After all, Jesus makes it very clear that mercy and forgiveness are THE core value and practice of those who dare to follow as his disciples. His insistence is repetitious. He begins with 'forgive us our debts as we forgive our debtors,' when he teaches us to pray. He moves on, relentlessly with the reminder that we should love our enemies and pray for them. Then he goes so far as to suggest that when someone strikes us on one cheek, that we turn the other as well. It is all presented to us without acknowledgment of the challenge and risk of being that forgiving. And that is something I have always struggled with.
So when Jonah resists by running, grumbles through the mission he is called to and voices his displeasure when Ninevah repents and God is merciful, I am relieved. Sometimes it feels as if Jesus think's forgiveness and reconciliation are easy. How are we to live up to the example of a man who can hang from a cross and ask God to forgive the Romans who drove the nails in his hands? But Jonah. This is a character I can identify with. Miroslav Volf reminds ' whenever the miracle of forgiveness happens, it is a miracle of grace.' In the story of Jonah, that is very apparent.
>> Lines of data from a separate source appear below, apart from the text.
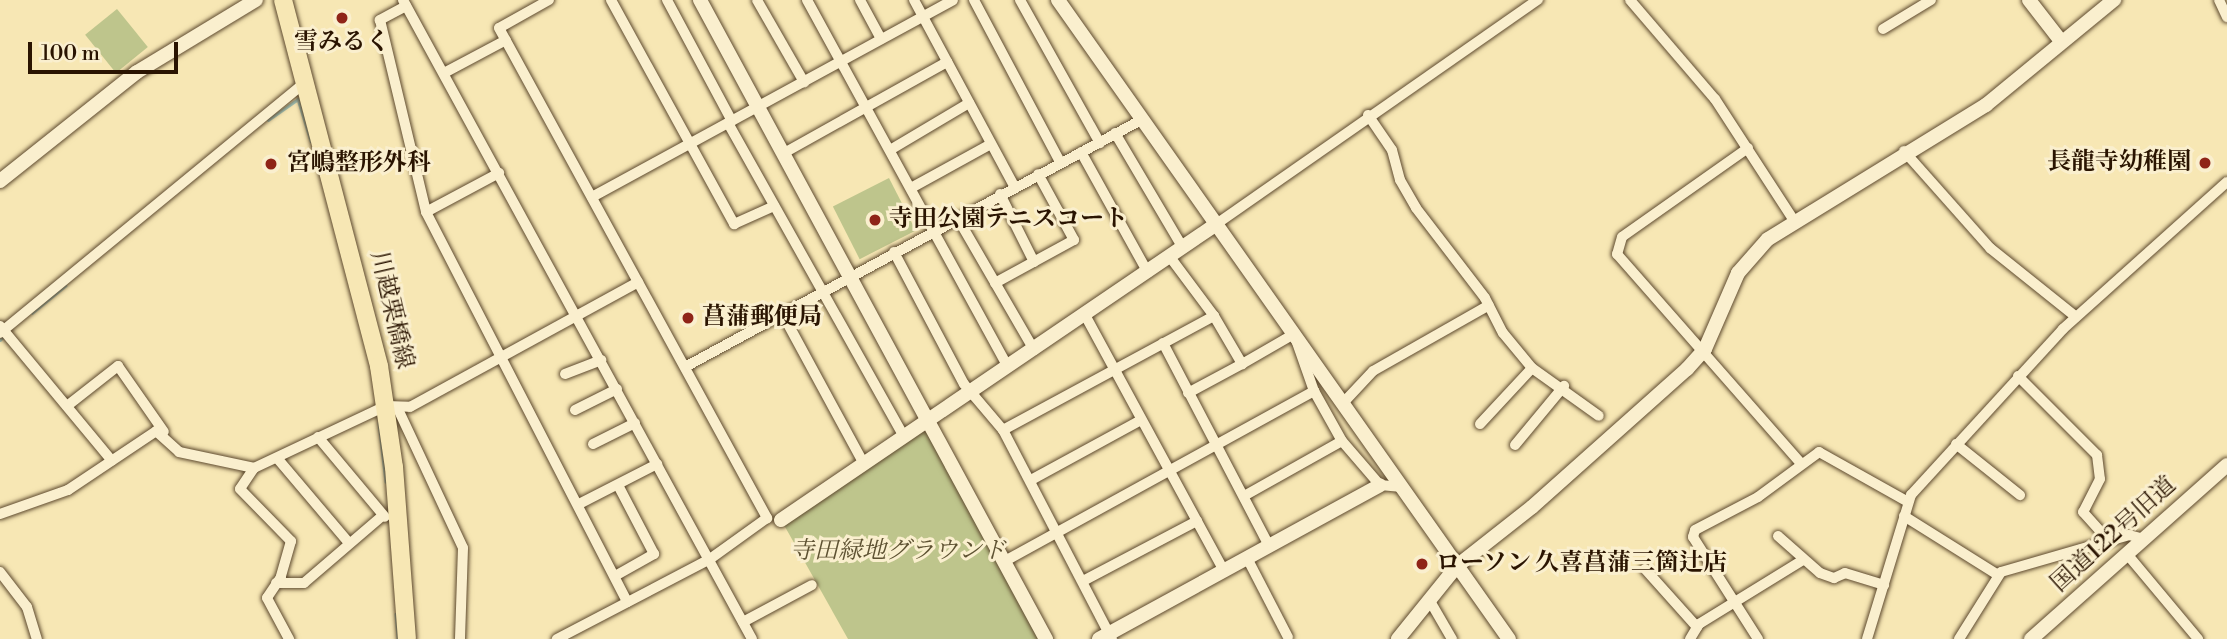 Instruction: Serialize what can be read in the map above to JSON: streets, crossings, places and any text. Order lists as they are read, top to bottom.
{
  "streets": {
    "main road": ["川越栗橋線"],
    "street": ["国道122号旧道"]
  },
  "parks": ["寺田緑地グラウンド"],
  "places": [
    "雪みるく",
    "長龍寺幼稚園",
    "宮嶋整形外科",
    "寺田公園テニスコート",
    "菖蒲郵便局",
    "ローソン 久喜菖蒲三箇辻店"
  ],
  "scale_bar": "100 m"
} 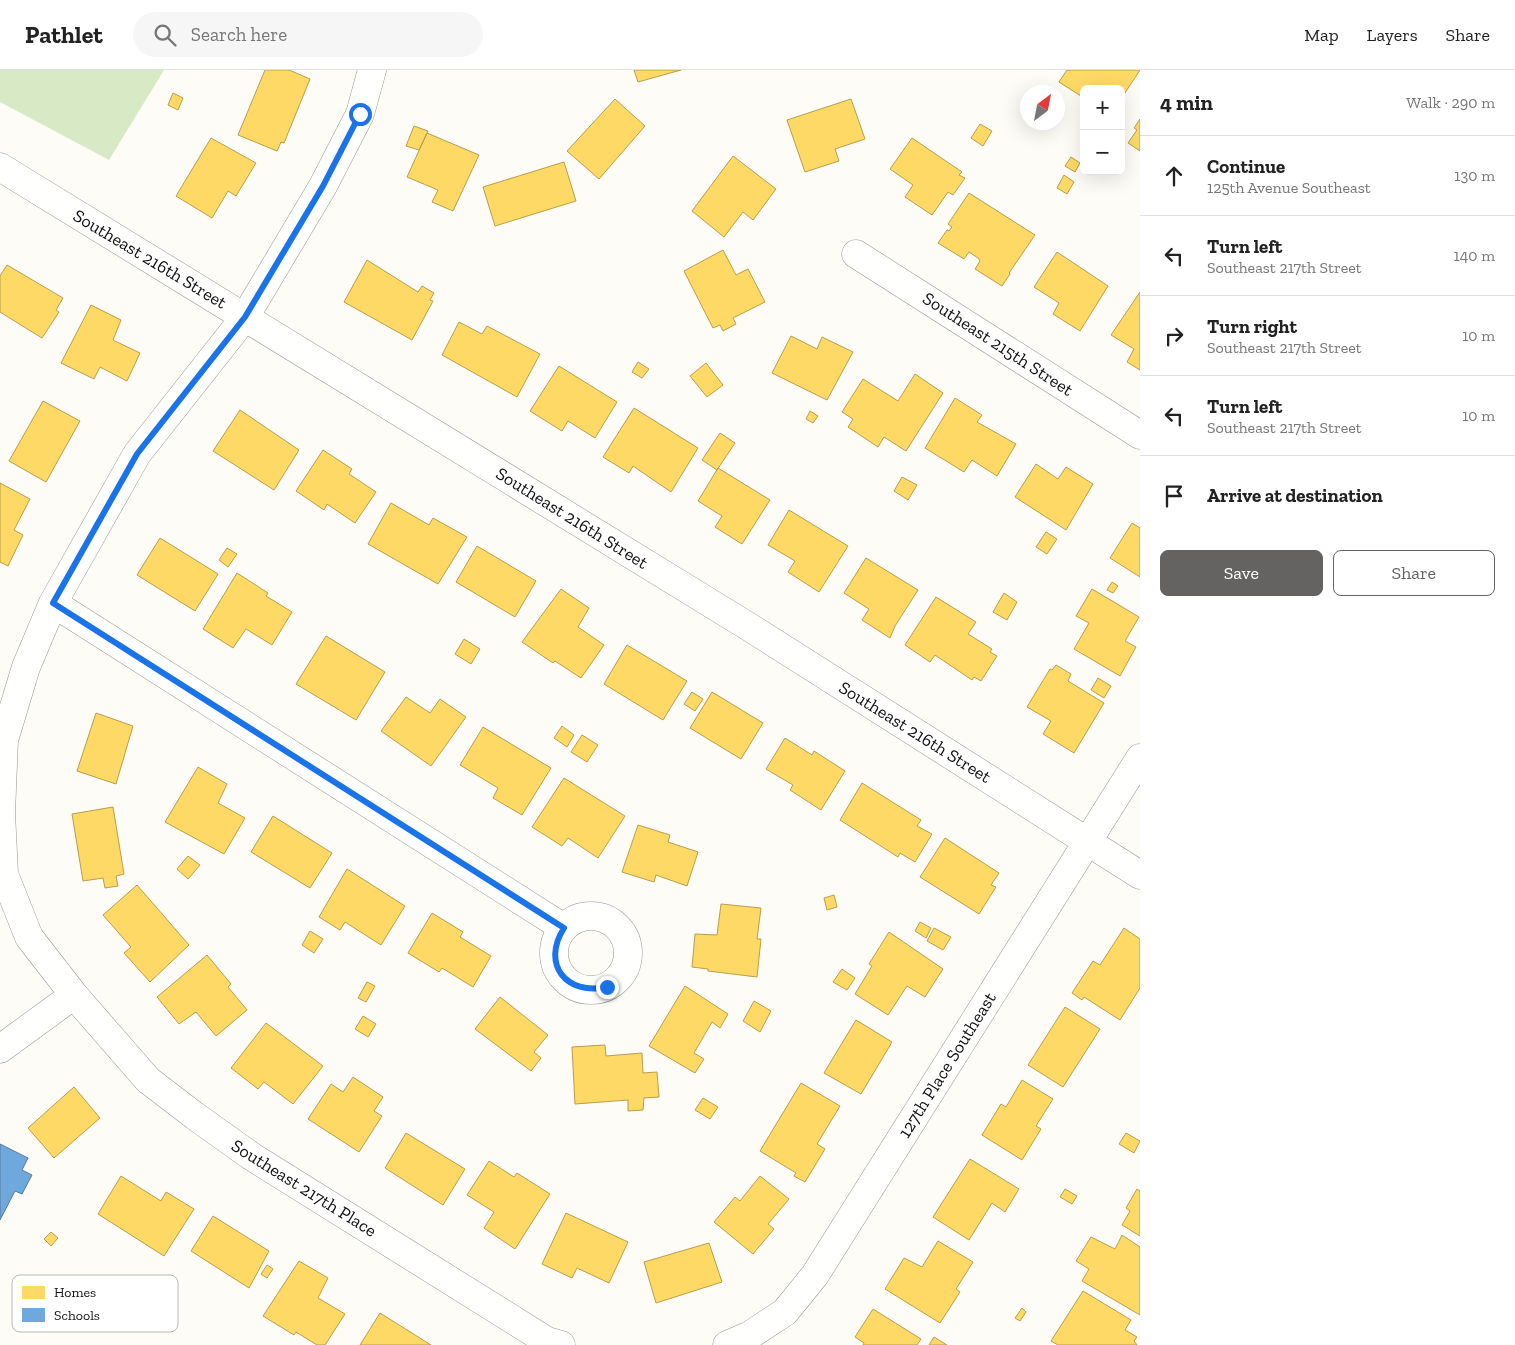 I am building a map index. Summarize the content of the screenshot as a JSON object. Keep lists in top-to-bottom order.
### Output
{
  "streets": {
    "street": [
      "Southeast 216th Street",
      "Southeast 215th Street",
      "127th Place Southeast",
      "Southeast 217th Place"
    ]
  },
  "crossings": [
    ["Southeast 216th Street", "127th Place Southeast"],
    ["Southeast 216th Street", "Southeast 217th Place"]
  ],
  "legend": ["Homes", "Schools"],
  "north": "top right",
  "page": {
    "header": "Pathlet",
    "search": "Search here",
    "nav": ["Map", "Layers", "Share"],
    "heading": ["4 min", "Walk · 290 m"],
    "map_buttons": ["+", "−"],
    "list": [
      ["Continue", "125th Avenue Southeast", "130 m"],
      ["Turn left", "Southeast 217th Street", "140 m"],
      ["Turn right", "Southeast 217th Street", "10 m"],
      ["Turn left", "Southeast 217th Street", "10 m"],
      "Arrive at destination"
    ],
    "buttons": ["Save", "Share"]
  }
} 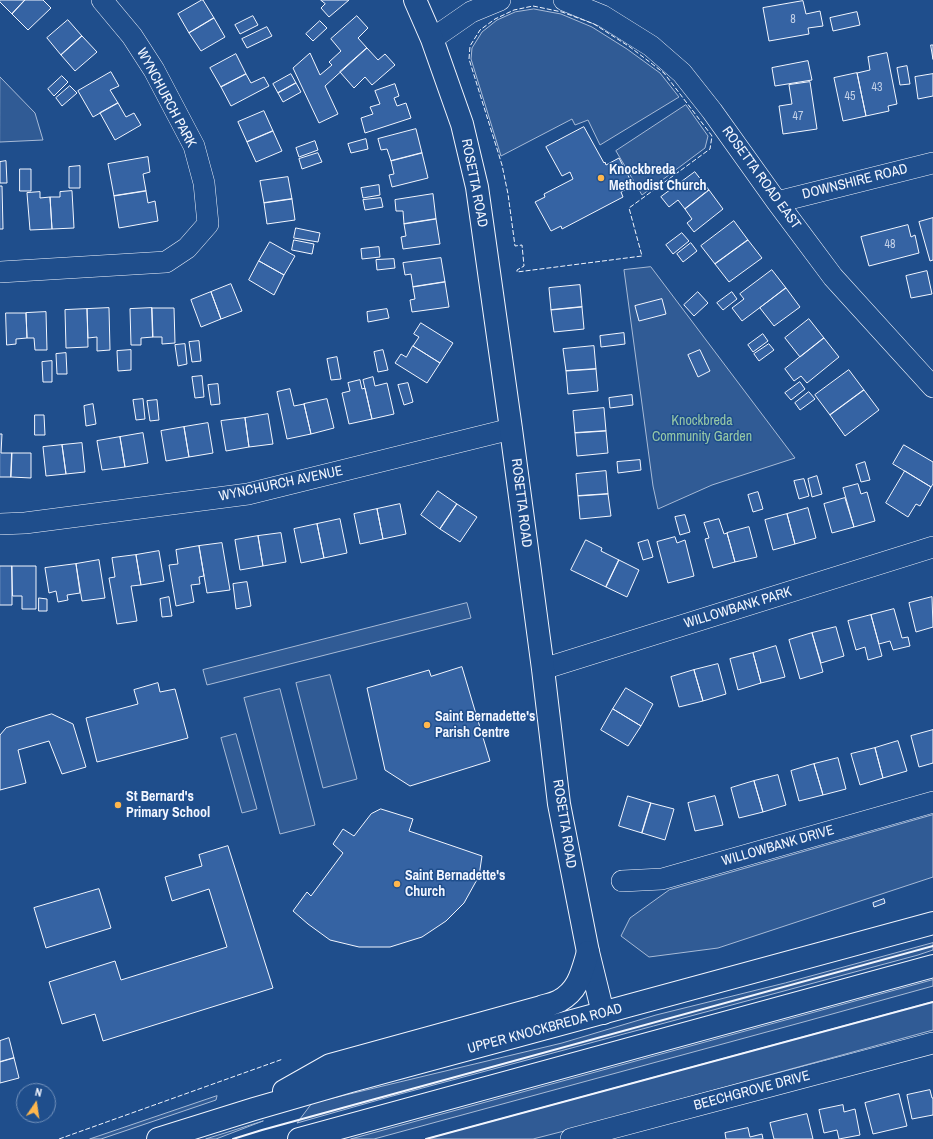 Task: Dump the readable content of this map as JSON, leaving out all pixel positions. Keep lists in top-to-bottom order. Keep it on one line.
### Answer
{"streets":{"main road":["ROSETTA ROAD","UPPER KNOCKBREDA ROAD"],"street":["WYNCHURCH PARK","ROSETTA ROAD EAST","DOWNSHIRE ROAD","WYNCHURCH AVENUE","WILLOWBANK PARK","WILLOWBANK DRIVE","BEECHGROVE DRIVE"]},"crossings":[["ROSETTA ROAD EAST","DOWNSHIRE ROAD"],["ROSETTA ROAD","WYNCHURCH AVENUE"],["ROSETTA ROAD","WILLOWBANK PARK"],["ROSETTA ROAD","UPPER KNOCKBREDA ROAD"]],"parks":["Knockbreda Community Garden"],"places":["Knockbreda Methodist Church","Saint Bernadette's Parish Centre","St Bernard's Primary School","Saint Bernadette's Church"],"house_numbers":["8","43","45","47","48"],"north":"top"} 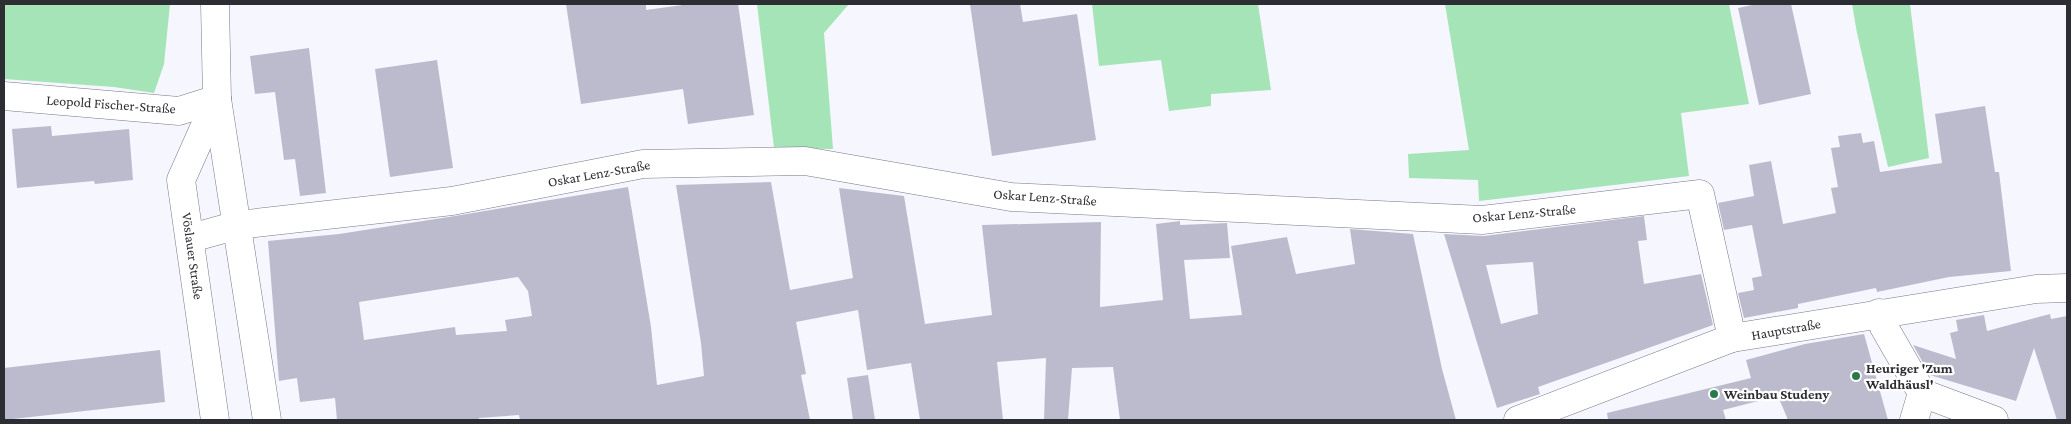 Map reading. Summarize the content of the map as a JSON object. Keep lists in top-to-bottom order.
{
  "streets": {
    "street": [
      "Leopold Fischer-Straße",
      "Oskar Lenz-Straße",
      "Vöslauer Straße",
      "Hauptstraße"
    ]
  },
  "crossings": [
    ["Leopold Fischer-Straße", "Vöslauer Straße"],
    ["Oskar Lenz-Straße", "Vöslauer Straße"],
    ["Oskar Lenz-Straße", "Hauptstraße"]
  ],
  "places": ["Heuriger 'Zum Waldhäusl'", "Weinbau Studeny"]
} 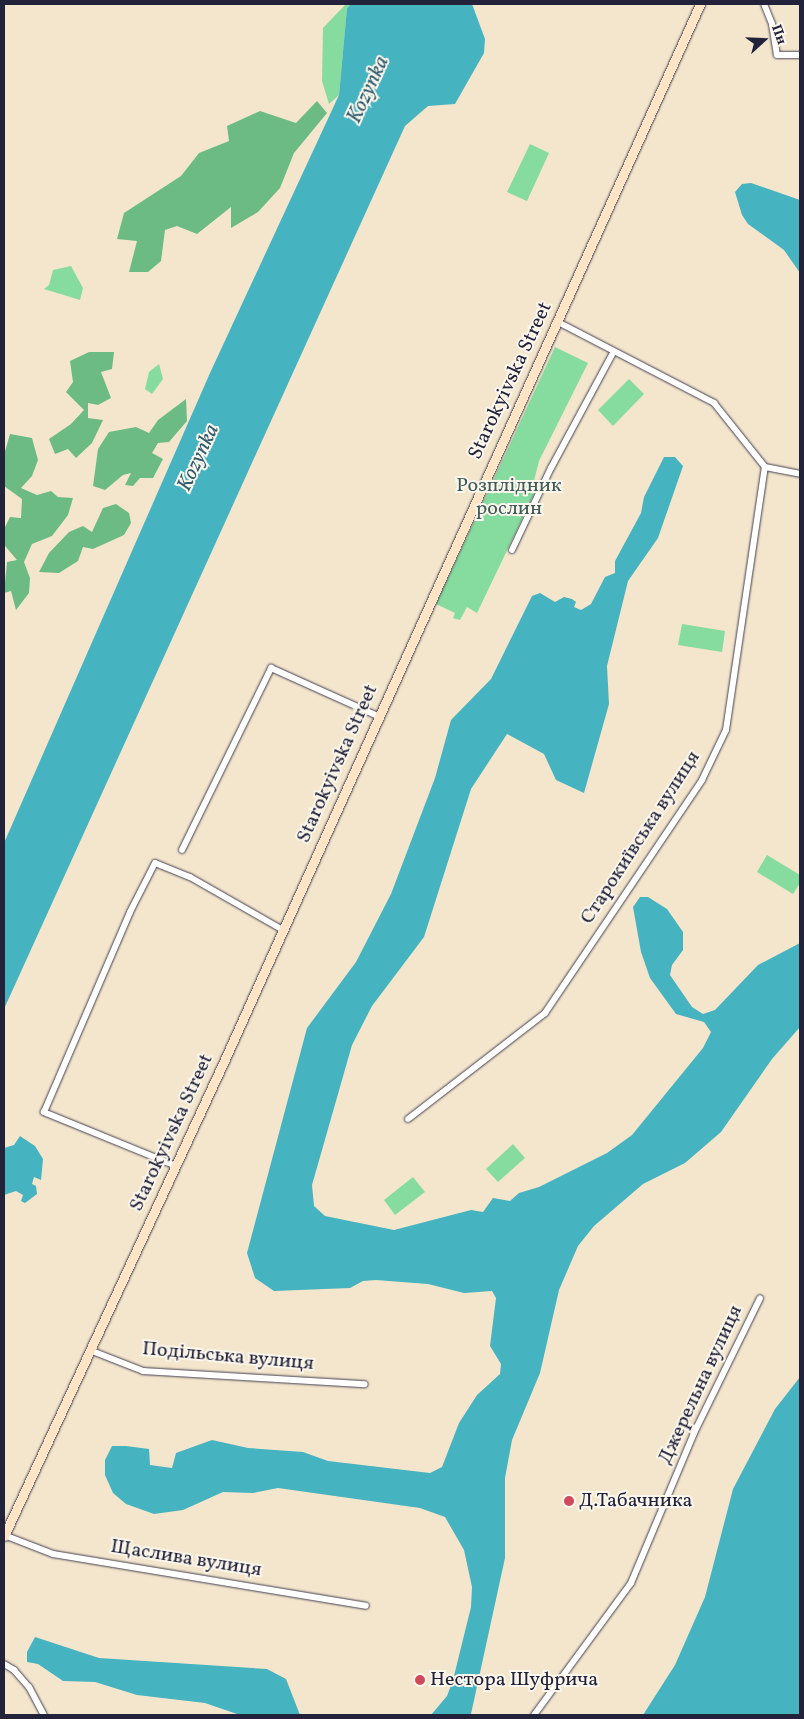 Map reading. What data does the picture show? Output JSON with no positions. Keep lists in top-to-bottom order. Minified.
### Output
{"streets":{"street":["Starokyivska Street","Старокиївська вулиця","Подільська вулиця","Джерельна вулиця","Щаслива вулиця"]},"crossings":[["Starokyivska Street","Подільська вулиця"],["Starokyivska Street","Щаслива вулиця"]],"water":["Kozynka"],"parks":["Розплідник рослин"],"places":["Д.Табачника","Нестора Шуфрича"],"north":"right"} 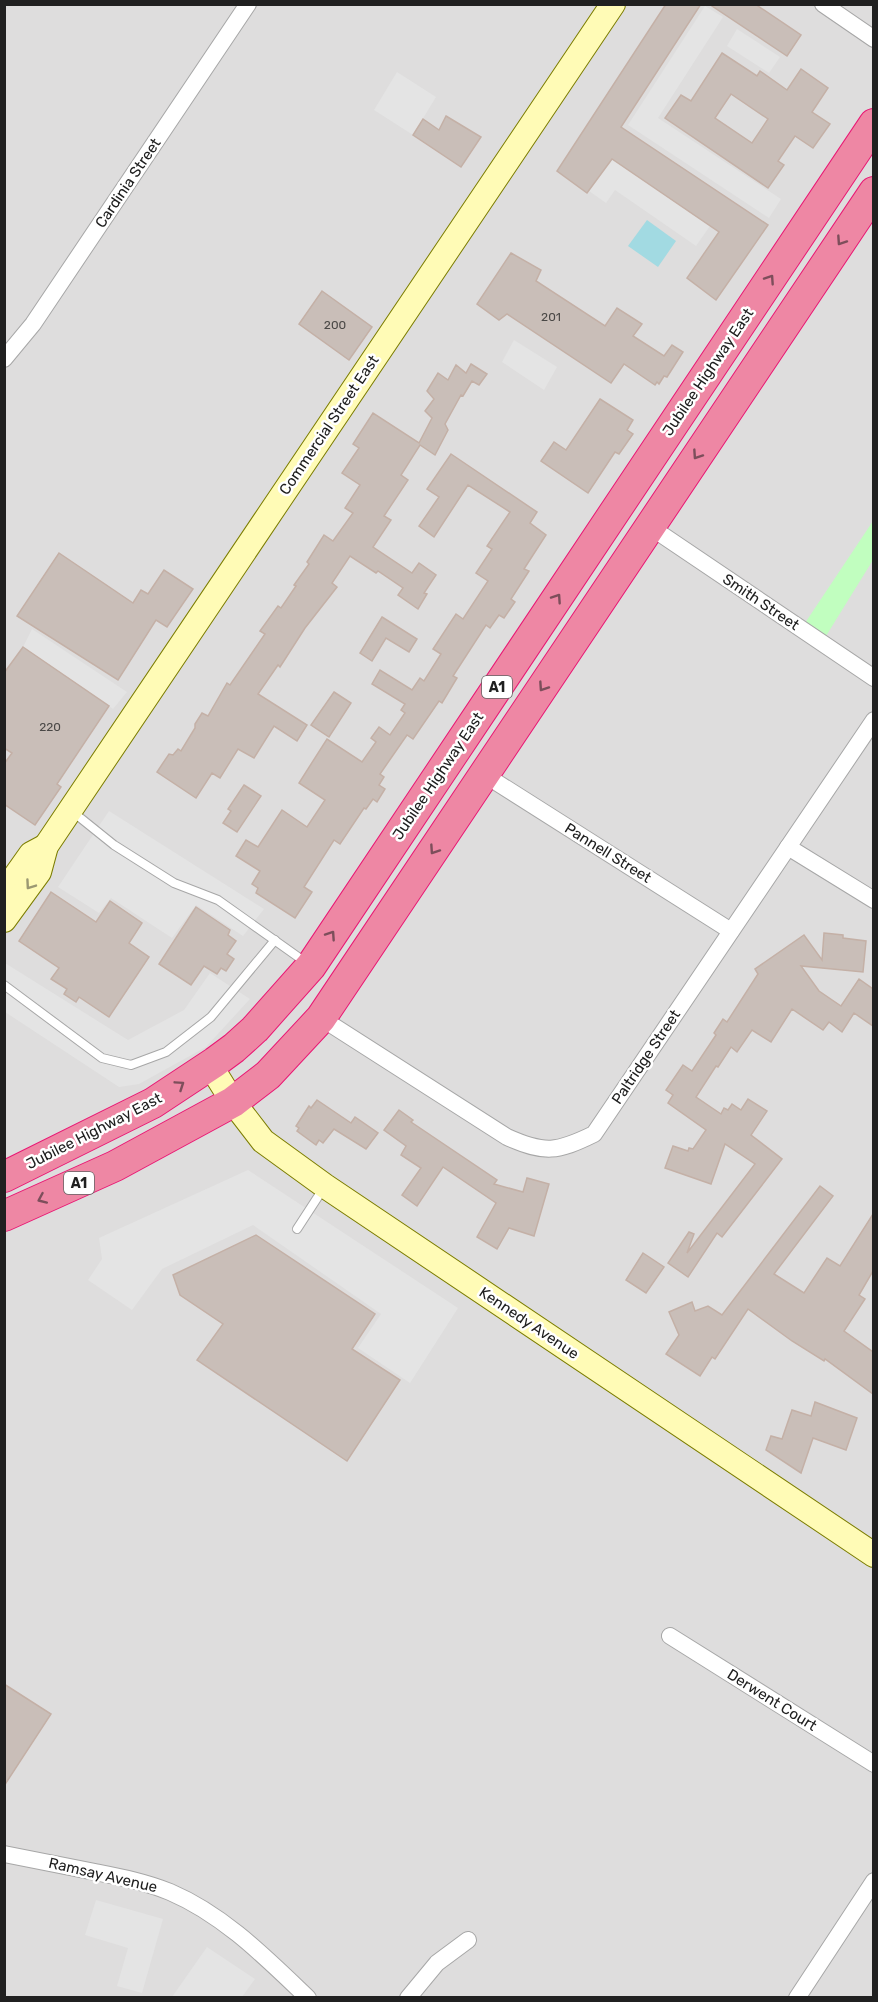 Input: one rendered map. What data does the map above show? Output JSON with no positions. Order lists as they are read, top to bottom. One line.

It will be a miracle for Jonah because it is counterintuitive for us to believe that mercy and forgiveness will lead us to reconciliation and security. This frees us from the expectation that forgiving will be an easy or natural response. It is, supernatural, a call from beyond. Like the call to Abraham it is a leap into darkness, a step on a path that is unknown, untested and risky. So I need not beat myself up with guilt and shame when mercy and forgiveness are not my first response and reconciliation, not my highest goal.
Having said all this, there is the unmistakable irony of the story of Jonah. When he was in the belly of the whale he cried out and God was merciful. Jonah himself lets us know that this whale belly represents more than the gastrointestinal system of a large sea creature. 'I cried to you from Sheol,' Jonah prays. From the place of death. So the belly of the whale represents that place where we feel abandoned, where doubts plague us. Even more, it represents that place where we have failed and feel unworthy. There is no future in Sheol. But Jonah calls out desperately and suddenly, there is a future for him again. Which is surely meant to remind us that in those moments when we not only felt lost or alone or abandoned but when we felt worthless in our failure, God still loved us. This is the great good news of the story. When we see no value in ourselves, God still believes in us. That is the challenge of the good news. If God has loved us this much, how dare we deny that kind of loving mercy to others?
Allow this story to shape you by prayerfully recalling the second chances God blessed you with. Remember the times you felt a failure, worthless, yet God's love intervened.
Go further spiritually by being Jonah. Consider who your Assyrian might be. Not only what person do you find it most difficult to forgive, but what group of people is a threatening other? Lift them up in your prayers as well. Finally, accept the risk of considering how you have been the Assyria. But do this with the gift of grace that when we confess our sins, God is faithful and just to forgive us our sins.